While it’s known VEGF receptor 2 signaling is impaired in diabetes, they’ve found decreased ATP7A levels appear responsible for the receptor’s degradation, Fukai says. They are now seeing what stabilizing normal levels of copper does to angiogenesis and to the barrier function of endothelial cells in both cells taken from diabetic mice and the tiny vasculature of patients with type 2 diabetes.
They also are learning more about how low ATP7A levels impair VEGF signaling and, ultimately, the integrity of endothelial cells. This includes looking at relationships such as whether ATP7A’s binding to IQGAP1 – which they have already connected to VEGF – keeps processes working as they should and avoids degradation of the VEGF receptor.
They also are further pursuing ATP7A’s therapeutic potential in a variety of animal models including models of type 1 and 2 diabetes in the face of ischemia of the limb, a common problem for patients.
Copper is found in a variety of foods such as nuts, poppy and sunflower seeds, chickpeas, organ meats like liver, oysters and wheat bran cereals. Copper supplements already are used to improve wound healing and for osteoarthritis and osteoporosis, as well as for a rare copper deficiency, which can cause anemia since the metal is essential for iron uptake. Abnormal copper levels also have been associated with brain degeneration, excessive bleeding, fragile skin and white hair. “It kind of mimics the aging process,” Fukai says.
There are not currently any drugs known to increase ATP7A levels, so Fukai and Ushio-Fukai’s many exploits include finding ways to do that in humans.
More than 100 million U.S. adults have diabetes or prediabetes, according to the CDC, and diabetes is the seventh leading cause of death in this country. Health complications include premature death, heart disease, stroke, kidney failure and amputation of toes, feet or legs.

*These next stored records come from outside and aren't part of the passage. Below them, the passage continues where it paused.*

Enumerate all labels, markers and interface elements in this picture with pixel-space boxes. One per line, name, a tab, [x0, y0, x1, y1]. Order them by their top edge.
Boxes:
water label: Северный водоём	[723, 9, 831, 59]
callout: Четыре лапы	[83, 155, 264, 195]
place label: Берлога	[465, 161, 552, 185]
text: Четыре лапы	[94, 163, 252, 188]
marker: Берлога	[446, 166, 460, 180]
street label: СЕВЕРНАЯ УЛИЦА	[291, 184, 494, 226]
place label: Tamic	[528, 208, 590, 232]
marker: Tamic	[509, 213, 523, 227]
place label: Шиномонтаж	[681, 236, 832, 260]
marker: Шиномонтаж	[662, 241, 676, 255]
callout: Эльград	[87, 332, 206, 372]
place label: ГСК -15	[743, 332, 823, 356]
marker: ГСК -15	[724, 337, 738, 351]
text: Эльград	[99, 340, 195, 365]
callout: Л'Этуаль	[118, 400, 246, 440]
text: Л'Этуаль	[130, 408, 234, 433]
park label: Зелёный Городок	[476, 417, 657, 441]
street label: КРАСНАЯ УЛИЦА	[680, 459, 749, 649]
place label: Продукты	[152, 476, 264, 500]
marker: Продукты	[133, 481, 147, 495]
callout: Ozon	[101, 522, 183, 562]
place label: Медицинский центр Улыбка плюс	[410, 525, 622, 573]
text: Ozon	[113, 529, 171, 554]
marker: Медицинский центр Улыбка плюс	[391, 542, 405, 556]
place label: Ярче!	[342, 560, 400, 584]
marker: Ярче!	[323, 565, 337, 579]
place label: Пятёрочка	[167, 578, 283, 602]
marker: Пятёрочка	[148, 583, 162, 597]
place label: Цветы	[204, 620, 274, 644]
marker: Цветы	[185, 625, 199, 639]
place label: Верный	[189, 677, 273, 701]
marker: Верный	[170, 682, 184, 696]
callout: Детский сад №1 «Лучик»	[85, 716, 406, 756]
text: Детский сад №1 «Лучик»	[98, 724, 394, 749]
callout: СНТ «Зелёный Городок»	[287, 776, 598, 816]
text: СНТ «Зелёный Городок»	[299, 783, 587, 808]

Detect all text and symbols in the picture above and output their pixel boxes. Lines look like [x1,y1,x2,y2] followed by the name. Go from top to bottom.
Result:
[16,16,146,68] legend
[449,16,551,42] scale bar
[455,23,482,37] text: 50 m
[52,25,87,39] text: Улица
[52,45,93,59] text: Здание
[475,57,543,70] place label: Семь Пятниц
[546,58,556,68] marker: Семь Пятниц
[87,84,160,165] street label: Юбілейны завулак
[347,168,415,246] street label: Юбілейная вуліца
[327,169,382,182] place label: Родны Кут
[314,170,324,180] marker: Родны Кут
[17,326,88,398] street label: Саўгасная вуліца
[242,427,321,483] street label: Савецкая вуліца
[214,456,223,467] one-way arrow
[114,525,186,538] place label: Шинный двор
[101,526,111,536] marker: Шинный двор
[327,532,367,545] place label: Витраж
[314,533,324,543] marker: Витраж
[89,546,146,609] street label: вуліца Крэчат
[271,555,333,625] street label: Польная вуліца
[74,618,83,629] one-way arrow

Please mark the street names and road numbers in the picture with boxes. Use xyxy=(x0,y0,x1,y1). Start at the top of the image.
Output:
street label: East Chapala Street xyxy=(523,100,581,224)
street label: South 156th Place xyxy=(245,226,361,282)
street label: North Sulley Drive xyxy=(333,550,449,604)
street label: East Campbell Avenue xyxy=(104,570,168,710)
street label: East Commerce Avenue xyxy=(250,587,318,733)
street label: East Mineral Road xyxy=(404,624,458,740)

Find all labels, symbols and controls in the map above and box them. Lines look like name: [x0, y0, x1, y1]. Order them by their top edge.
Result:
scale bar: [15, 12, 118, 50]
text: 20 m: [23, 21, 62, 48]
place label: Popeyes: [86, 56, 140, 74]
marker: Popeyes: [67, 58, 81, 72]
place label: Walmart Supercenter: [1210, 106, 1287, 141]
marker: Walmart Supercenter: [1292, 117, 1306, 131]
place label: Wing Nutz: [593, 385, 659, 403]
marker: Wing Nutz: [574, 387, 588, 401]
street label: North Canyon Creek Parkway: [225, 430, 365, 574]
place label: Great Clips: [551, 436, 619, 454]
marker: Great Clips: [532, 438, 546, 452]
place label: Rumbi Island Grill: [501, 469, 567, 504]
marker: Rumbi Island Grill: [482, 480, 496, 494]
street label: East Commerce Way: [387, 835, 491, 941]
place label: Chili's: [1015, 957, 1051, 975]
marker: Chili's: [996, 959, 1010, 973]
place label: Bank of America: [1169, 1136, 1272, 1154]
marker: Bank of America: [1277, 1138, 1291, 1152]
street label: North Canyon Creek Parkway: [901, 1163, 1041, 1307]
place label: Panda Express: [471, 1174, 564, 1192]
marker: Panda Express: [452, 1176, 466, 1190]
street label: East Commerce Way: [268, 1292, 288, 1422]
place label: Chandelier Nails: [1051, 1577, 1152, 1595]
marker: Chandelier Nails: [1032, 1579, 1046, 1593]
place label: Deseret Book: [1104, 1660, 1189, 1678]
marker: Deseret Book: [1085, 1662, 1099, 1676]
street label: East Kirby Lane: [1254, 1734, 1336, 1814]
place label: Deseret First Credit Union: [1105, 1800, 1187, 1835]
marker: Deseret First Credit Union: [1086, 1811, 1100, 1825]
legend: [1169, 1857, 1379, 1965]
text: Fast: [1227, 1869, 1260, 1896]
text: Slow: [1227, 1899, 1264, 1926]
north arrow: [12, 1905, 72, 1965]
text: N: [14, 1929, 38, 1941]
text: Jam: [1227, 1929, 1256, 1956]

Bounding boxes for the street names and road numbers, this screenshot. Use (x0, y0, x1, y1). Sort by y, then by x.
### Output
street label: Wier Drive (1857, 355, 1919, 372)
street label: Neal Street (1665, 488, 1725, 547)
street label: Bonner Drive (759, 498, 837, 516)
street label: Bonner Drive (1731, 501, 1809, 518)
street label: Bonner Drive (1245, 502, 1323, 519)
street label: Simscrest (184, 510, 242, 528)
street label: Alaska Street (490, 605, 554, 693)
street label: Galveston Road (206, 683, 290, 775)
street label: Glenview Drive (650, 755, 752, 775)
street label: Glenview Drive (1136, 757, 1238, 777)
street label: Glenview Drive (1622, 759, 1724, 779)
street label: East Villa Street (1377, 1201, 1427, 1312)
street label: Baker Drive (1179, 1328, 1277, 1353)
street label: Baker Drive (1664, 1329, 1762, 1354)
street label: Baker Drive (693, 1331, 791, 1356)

Most new blood vessel growth results in response to an injury or ischemia, the scientists say. Pregnancy, when the mother’s body produces a vascular network to both supply the fetus with nutrients and oxygen and eliminate the fetus’ waste, is another example of the innate angiogenesis function that goes awry in diabetes.
Ushio-Fukai is a professor in the MCG Department of Medicine and Fukai is a professor in the MCG Department of Pharmacology and Toxicology.